Technical information
- Licensing authority: FCC
- Facility ID: 24531
- Class: C2
- ERP: 50,000 watts
- HAAT: 150 meters (490 ft)
- Transmitter coordinates: 33°28′38.4″N 88°16′25.1″W﻿ / ﻿33.477333°N 88.273639°W

Links
- Public license information: Public file; LMS;
- Webcast: Listen live
- Website: nashfm949.com

= WKOR-FM =

WKOR-FM (94.9 FM, "94.9 Nash FM") is a country music formatted radio station licensed to Columbus, Mississippi, United States. WKOR is owned by Cumulus Licensing LLC. WKOR serves East Central Mississippi and parts of West Central Alabama with an ERP of 50,000 watts. Cities in the primary coverage area are Columbus, West Point and Starkville, Mississippi.

==History==

After several years in the AOR & Top 40 formats, respectively, WKOR-FM would change to the popular Hot Country format.
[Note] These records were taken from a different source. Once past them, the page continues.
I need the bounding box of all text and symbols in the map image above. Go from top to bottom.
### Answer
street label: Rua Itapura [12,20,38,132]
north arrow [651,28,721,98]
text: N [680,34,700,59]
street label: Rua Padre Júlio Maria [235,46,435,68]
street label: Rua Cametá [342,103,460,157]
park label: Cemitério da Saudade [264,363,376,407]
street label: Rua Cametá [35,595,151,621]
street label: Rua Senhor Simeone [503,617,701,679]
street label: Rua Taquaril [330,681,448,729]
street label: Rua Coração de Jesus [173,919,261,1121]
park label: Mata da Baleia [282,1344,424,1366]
The station would also change its frequency from 92.1 to 94.9 and relocate its studios to downtown Columbus and be rebranded as K94.9 under the initial guidance of Rusty Walker Programming.
Other on-air talent for K94.9 would include Jodi Roberts, Larry Bond, Dave Richards, Kelli Karlson, Mike Grace, Dalton Middleton, Joel Sargent, Kevin Burchfield, Bill Thurlow, Nikki Steele, and Scotty D.

On February 3, 2014, WKOR-FM along with nine other Cumulus-owned country music stations, made the switch to going under the Nash FM branding.